→ **TRY IT**
Lines in the records below that contain the word "inset" must each be copied.

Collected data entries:
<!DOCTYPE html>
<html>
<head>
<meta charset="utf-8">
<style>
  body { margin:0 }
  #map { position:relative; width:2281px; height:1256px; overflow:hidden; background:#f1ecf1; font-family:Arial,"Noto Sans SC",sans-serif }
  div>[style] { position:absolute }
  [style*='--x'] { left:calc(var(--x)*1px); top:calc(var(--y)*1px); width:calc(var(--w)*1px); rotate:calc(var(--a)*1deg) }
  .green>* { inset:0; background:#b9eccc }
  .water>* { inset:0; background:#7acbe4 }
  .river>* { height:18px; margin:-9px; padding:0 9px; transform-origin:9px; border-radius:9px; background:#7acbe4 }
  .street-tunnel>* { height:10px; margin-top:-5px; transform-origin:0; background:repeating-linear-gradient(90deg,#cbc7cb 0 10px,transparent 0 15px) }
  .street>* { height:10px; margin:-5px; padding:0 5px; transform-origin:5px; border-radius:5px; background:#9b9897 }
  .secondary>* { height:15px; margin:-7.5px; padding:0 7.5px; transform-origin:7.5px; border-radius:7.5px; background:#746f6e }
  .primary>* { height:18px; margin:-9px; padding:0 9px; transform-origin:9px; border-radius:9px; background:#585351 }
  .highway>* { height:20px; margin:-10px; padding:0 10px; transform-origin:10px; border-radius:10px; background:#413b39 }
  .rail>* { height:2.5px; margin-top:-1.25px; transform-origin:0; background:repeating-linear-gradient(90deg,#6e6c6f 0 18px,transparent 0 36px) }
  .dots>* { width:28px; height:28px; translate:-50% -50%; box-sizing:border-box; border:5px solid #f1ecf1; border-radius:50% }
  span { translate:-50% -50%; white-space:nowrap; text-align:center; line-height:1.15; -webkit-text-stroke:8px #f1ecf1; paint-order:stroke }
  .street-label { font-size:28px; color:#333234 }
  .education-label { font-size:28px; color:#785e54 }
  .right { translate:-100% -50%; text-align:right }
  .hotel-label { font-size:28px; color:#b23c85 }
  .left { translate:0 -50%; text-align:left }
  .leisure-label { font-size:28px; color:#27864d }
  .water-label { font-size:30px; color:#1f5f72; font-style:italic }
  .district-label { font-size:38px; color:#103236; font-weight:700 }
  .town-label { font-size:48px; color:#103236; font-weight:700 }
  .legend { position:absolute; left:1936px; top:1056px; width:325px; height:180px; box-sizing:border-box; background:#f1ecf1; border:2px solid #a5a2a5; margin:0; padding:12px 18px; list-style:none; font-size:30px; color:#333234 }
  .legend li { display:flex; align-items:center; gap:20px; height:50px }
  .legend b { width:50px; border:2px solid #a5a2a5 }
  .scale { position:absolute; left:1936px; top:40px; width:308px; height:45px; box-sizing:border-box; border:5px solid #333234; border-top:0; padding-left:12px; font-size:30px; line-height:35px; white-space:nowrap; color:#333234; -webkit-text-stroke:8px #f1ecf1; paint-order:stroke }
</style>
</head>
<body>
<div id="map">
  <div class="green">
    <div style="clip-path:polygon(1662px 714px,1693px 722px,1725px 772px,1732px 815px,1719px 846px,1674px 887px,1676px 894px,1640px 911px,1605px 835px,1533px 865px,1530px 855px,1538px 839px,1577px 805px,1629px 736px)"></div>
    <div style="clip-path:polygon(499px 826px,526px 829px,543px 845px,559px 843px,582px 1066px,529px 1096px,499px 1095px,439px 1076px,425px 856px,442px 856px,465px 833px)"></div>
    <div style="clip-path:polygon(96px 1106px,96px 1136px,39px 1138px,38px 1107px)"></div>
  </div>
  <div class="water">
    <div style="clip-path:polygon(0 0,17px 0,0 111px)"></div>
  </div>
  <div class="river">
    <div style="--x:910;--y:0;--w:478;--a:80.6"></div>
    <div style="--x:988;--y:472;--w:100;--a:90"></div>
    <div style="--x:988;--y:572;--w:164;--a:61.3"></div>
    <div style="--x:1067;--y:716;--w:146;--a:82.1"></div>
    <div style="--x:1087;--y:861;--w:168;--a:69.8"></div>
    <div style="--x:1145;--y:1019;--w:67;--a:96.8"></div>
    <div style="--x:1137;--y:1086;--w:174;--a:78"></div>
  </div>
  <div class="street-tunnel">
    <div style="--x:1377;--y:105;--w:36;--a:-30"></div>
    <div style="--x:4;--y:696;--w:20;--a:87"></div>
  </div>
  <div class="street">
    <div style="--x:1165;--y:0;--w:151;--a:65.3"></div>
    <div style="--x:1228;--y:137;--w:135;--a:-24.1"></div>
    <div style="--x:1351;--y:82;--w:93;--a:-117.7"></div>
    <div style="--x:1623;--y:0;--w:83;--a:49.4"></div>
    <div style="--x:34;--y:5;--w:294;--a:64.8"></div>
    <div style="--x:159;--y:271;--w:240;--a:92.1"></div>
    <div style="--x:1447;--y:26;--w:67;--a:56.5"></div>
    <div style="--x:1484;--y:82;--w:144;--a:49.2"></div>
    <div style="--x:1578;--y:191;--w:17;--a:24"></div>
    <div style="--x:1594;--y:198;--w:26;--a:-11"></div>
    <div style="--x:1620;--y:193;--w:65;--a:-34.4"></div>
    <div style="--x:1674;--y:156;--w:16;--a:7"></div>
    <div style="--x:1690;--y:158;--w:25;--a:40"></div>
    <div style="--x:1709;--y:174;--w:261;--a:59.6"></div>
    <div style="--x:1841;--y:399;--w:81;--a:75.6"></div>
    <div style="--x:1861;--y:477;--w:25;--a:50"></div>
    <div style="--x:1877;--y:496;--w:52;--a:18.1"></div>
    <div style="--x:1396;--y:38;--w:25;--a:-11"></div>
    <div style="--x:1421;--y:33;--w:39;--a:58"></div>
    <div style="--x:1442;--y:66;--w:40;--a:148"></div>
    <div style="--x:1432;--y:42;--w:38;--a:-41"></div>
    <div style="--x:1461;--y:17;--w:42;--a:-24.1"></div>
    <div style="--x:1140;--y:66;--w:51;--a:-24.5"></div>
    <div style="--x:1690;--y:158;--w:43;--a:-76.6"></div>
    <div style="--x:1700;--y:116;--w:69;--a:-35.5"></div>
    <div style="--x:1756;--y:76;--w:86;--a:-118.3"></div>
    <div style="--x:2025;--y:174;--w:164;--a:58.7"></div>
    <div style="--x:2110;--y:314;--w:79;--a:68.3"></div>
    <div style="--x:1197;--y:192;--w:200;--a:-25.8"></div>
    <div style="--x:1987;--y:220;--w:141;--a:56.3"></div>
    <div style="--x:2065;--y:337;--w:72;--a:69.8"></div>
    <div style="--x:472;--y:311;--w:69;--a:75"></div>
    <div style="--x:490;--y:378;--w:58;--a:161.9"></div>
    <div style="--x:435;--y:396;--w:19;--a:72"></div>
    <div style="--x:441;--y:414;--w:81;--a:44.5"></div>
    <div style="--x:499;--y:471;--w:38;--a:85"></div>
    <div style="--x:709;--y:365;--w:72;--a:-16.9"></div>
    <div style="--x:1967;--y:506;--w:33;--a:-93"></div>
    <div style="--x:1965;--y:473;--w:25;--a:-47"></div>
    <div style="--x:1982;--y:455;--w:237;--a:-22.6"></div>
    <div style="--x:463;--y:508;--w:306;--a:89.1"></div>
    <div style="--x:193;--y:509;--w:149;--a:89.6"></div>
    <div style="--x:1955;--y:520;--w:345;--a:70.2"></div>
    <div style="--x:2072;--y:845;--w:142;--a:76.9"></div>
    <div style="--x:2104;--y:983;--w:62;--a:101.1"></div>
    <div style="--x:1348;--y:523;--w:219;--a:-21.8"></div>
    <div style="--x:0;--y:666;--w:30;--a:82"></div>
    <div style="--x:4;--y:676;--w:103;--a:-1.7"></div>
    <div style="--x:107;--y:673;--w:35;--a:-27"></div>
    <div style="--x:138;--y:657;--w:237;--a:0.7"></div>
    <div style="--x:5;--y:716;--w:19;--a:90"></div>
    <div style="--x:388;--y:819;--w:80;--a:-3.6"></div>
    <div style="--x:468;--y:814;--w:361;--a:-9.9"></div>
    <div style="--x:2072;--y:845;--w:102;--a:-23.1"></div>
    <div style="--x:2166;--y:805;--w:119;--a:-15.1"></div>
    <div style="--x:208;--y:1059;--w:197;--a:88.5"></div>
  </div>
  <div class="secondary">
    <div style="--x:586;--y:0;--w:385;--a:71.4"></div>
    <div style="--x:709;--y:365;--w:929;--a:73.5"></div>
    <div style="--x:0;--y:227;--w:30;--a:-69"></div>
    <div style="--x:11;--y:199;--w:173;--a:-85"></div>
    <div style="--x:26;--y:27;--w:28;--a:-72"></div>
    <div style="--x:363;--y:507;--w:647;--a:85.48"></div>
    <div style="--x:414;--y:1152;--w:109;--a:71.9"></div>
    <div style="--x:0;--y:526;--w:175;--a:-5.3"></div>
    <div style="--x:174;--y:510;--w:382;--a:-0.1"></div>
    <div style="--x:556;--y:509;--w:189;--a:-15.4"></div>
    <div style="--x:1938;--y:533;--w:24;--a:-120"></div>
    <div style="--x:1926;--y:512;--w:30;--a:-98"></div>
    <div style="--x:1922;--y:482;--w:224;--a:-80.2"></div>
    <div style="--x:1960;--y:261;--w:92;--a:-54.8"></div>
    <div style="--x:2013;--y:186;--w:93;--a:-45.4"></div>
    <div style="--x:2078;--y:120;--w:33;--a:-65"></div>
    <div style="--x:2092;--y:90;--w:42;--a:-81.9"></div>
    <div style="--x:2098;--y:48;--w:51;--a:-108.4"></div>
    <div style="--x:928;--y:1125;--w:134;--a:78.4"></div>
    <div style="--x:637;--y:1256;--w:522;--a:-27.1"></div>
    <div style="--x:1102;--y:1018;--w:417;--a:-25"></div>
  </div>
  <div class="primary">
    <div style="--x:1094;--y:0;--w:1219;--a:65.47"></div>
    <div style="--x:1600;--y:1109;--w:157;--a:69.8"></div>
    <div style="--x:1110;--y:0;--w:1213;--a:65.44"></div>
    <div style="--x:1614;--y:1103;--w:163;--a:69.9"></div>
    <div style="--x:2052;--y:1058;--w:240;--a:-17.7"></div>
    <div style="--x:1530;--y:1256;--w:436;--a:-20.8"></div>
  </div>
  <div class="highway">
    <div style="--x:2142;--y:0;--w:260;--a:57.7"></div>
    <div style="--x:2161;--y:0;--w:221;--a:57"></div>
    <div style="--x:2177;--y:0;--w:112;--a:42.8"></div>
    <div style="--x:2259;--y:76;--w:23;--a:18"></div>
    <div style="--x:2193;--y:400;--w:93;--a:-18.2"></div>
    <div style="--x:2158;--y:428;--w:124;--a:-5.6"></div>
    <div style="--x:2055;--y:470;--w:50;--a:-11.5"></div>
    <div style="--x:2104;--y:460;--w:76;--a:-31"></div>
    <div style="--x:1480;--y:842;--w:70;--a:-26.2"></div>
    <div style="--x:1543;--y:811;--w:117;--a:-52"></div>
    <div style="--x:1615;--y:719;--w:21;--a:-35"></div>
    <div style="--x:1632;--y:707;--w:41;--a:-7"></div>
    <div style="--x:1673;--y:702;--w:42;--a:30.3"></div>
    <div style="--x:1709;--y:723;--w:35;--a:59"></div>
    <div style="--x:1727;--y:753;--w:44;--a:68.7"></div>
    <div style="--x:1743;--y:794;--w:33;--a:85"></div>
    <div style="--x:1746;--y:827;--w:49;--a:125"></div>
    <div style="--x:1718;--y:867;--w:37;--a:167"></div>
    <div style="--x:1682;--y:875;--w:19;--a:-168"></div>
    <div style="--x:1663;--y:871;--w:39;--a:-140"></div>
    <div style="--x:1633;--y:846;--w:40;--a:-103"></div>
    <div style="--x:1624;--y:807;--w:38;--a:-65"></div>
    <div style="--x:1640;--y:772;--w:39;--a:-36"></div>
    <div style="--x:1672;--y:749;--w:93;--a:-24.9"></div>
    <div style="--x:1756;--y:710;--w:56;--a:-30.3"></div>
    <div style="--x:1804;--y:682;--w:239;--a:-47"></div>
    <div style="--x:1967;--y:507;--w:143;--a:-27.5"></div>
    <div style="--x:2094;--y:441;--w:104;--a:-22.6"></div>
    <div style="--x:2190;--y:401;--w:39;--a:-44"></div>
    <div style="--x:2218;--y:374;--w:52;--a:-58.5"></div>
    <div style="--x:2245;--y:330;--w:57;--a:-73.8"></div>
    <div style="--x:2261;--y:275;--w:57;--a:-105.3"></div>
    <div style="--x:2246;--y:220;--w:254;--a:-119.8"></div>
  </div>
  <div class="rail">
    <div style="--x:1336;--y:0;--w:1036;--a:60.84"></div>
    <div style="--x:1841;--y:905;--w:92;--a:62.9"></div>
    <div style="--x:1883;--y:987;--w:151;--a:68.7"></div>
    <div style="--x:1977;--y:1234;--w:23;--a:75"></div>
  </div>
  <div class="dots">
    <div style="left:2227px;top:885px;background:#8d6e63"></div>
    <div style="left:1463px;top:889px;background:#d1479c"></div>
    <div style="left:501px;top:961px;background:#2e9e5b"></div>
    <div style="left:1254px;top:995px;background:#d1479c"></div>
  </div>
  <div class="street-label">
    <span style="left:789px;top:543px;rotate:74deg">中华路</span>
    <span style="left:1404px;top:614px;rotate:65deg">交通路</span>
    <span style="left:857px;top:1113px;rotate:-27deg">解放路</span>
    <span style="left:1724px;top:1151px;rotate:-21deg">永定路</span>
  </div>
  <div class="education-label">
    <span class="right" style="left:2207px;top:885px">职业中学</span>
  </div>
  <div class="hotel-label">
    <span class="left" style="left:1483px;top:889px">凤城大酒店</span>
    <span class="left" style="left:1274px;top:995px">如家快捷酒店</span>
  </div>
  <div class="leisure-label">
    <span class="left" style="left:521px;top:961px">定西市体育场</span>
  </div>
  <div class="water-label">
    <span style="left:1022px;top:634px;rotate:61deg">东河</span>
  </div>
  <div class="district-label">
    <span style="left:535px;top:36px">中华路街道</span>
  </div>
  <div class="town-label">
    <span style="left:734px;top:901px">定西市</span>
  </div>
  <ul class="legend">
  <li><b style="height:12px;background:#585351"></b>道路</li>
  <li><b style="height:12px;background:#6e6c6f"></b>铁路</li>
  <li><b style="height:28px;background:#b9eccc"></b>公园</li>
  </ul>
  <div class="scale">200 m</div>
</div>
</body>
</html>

→ **EXERCISE RESPONSE**
  .green>* { inset:0; background:#b9eccc }
  .water>* { inset:0; background:#7acbe4 }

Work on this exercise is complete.